Collected data
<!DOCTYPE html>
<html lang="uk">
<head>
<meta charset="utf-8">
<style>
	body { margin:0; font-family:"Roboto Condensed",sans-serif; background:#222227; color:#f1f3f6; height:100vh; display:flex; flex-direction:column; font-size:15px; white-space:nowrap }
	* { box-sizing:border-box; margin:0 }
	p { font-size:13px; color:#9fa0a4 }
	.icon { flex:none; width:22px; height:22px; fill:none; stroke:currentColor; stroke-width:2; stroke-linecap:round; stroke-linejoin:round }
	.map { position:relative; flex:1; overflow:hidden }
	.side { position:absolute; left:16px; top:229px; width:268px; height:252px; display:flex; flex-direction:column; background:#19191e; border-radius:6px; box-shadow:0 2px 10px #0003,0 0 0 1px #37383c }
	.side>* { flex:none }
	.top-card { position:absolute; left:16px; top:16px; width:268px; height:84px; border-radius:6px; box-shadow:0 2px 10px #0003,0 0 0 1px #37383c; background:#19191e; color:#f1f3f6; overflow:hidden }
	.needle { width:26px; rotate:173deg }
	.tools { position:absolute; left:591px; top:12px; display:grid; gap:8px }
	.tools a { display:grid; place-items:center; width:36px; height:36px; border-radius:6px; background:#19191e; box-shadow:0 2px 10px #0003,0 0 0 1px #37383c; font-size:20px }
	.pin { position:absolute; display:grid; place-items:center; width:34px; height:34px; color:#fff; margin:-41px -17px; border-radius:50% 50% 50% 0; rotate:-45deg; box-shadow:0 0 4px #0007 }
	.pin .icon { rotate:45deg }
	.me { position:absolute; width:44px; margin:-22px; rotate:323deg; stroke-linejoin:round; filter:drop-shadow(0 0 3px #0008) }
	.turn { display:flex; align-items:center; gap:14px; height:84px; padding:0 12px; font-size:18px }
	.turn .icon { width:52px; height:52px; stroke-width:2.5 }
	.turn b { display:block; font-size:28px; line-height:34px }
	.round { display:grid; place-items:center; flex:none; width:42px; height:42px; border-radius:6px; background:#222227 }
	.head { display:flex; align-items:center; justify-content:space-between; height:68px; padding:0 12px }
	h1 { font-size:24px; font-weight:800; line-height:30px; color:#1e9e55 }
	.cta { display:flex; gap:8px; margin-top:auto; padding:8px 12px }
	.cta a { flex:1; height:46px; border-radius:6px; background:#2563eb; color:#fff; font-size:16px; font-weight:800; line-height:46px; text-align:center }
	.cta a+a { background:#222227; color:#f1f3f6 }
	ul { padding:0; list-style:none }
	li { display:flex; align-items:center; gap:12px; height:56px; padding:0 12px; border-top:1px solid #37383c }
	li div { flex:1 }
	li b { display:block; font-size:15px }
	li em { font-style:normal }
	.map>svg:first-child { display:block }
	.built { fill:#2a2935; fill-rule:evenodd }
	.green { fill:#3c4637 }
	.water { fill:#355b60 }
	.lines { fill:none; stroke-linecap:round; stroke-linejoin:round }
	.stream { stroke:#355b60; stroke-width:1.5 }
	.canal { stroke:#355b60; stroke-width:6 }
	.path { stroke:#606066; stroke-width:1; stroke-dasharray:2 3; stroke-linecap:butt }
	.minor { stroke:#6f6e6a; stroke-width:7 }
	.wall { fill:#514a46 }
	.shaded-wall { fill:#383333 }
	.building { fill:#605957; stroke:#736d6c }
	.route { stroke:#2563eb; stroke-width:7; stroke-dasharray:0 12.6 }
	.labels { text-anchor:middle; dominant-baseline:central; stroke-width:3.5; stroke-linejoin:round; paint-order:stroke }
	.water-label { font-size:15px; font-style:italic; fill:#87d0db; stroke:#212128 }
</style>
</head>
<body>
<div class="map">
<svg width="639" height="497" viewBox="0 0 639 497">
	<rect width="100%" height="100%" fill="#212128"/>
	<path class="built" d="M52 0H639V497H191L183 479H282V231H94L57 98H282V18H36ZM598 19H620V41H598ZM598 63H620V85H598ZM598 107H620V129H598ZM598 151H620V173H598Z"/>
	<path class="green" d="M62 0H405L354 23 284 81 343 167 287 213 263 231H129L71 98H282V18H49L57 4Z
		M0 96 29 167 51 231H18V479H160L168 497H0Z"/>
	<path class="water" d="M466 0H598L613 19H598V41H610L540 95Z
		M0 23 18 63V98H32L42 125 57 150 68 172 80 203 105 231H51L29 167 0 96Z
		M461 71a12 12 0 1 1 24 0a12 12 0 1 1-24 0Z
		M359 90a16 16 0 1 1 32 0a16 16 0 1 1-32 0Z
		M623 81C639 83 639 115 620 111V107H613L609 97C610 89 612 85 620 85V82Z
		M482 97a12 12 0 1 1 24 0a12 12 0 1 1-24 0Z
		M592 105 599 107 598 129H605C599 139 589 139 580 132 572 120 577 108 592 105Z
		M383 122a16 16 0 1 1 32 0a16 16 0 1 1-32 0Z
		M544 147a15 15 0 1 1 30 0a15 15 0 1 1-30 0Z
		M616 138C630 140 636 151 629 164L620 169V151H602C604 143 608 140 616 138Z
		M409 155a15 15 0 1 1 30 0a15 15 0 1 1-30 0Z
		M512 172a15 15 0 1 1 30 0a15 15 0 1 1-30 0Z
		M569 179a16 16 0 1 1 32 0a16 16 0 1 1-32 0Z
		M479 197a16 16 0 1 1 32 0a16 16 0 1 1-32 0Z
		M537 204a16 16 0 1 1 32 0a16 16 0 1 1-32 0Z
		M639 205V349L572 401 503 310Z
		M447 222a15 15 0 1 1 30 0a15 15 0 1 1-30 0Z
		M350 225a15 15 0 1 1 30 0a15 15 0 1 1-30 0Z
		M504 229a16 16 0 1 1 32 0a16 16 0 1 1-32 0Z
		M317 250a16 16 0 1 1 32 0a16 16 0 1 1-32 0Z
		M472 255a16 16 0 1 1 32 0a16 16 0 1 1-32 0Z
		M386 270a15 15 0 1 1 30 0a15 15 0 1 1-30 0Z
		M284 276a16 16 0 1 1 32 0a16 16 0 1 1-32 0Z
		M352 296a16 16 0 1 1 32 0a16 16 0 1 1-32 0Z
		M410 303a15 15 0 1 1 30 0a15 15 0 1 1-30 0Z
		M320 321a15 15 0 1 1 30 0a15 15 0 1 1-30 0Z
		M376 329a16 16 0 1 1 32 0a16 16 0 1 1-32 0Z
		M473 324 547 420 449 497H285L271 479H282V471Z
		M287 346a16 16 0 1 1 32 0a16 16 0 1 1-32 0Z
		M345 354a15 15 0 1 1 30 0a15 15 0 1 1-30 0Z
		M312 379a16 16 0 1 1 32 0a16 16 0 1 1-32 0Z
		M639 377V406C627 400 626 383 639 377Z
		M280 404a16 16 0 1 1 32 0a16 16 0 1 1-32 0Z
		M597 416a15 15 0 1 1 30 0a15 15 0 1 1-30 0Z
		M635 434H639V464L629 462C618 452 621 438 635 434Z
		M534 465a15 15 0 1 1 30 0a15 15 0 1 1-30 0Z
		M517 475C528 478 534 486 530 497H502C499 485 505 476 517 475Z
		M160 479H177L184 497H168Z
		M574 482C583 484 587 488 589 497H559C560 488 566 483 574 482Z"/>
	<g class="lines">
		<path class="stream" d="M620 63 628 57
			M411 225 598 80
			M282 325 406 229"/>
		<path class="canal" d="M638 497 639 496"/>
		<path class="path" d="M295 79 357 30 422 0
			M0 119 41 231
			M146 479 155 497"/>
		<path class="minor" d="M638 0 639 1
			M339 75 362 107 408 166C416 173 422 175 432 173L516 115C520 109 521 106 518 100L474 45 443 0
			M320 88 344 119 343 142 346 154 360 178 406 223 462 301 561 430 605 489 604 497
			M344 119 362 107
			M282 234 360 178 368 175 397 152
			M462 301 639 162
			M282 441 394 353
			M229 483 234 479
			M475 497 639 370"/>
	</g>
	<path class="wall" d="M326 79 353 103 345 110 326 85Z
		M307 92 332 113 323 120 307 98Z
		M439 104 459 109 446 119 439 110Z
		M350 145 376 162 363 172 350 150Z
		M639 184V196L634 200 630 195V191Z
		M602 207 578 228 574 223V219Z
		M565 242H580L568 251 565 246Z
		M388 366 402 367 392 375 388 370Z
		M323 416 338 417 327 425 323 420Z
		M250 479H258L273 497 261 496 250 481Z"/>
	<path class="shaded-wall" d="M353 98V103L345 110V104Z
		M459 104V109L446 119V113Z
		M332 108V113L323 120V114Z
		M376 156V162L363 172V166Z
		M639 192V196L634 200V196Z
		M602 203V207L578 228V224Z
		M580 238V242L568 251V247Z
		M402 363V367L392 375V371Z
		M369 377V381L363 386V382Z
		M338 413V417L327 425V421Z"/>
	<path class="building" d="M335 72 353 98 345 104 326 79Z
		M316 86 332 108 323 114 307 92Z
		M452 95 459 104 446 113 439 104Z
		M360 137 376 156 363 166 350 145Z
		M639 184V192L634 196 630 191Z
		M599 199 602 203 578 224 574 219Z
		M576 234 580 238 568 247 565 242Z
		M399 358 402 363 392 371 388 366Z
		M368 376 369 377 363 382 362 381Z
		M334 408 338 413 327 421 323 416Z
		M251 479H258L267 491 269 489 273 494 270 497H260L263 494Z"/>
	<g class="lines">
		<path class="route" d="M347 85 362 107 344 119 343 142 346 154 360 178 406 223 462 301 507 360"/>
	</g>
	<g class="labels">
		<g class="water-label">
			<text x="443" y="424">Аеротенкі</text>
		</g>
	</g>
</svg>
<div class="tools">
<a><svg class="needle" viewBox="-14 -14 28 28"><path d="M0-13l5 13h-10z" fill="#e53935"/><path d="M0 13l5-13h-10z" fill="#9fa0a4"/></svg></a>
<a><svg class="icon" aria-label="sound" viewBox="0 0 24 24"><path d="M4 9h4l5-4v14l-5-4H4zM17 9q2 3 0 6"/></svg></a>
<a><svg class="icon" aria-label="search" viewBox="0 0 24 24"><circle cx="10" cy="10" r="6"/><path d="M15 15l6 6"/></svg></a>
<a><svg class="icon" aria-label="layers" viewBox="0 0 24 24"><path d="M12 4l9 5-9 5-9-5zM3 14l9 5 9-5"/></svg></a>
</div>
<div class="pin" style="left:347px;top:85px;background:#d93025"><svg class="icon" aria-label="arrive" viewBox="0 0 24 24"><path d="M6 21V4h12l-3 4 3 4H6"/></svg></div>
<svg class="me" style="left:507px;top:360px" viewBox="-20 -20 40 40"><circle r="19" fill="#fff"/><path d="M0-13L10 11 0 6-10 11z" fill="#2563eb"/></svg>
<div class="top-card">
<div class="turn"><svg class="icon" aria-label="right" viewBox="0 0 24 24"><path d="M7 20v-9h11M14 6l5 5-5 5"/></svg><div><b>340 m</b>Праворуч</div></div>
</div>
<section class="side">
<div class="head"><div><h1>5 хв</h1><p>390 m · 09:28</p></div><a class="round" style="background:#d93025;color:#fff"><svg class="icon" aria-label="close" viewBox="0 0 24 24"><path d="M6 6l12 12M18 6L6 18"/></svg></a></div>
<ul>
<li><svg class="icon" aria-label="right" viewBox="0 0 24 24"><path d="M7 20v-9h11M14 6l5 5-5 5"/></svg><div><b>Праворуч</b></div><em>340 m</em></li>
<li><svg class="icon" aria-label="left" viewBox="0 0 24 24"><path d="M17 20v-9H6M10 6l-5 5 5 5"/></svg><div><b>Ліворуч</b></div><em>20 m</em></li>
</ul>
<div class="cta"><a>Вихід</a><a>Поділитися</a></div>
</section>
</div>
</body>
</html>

→ WHAT THE TASK ASKS: The answer must hold exactly the lines of the entries above, from the first line through the line that contains "position:relative; flex:1; overflow:hidden", and no others.

→ YOUR RESPONSE:
<!DOCTYPE html>
<html lang="uk">
<head>
<meta charset="utf-8">
<style>
	body { margin:0; font-family:"Roboto Condensed",sans-serif; background:#222227; color:#f1f3f6; height:100vh; display:flex; flex-direction:column; font-size:15px; white-space:nowrap }
	* { box-sizing:border-box; margin:0 }
	p { font-size:13px; color:#9fa0a4 }
	.icon { flex:none; width:22px; height:22px; fill:none; stroke:currentColor; stroke-width:2; stroke-linecap:round; stroke-linejoin:round }
	.map { position:relative; flex:1; overflow:hidden }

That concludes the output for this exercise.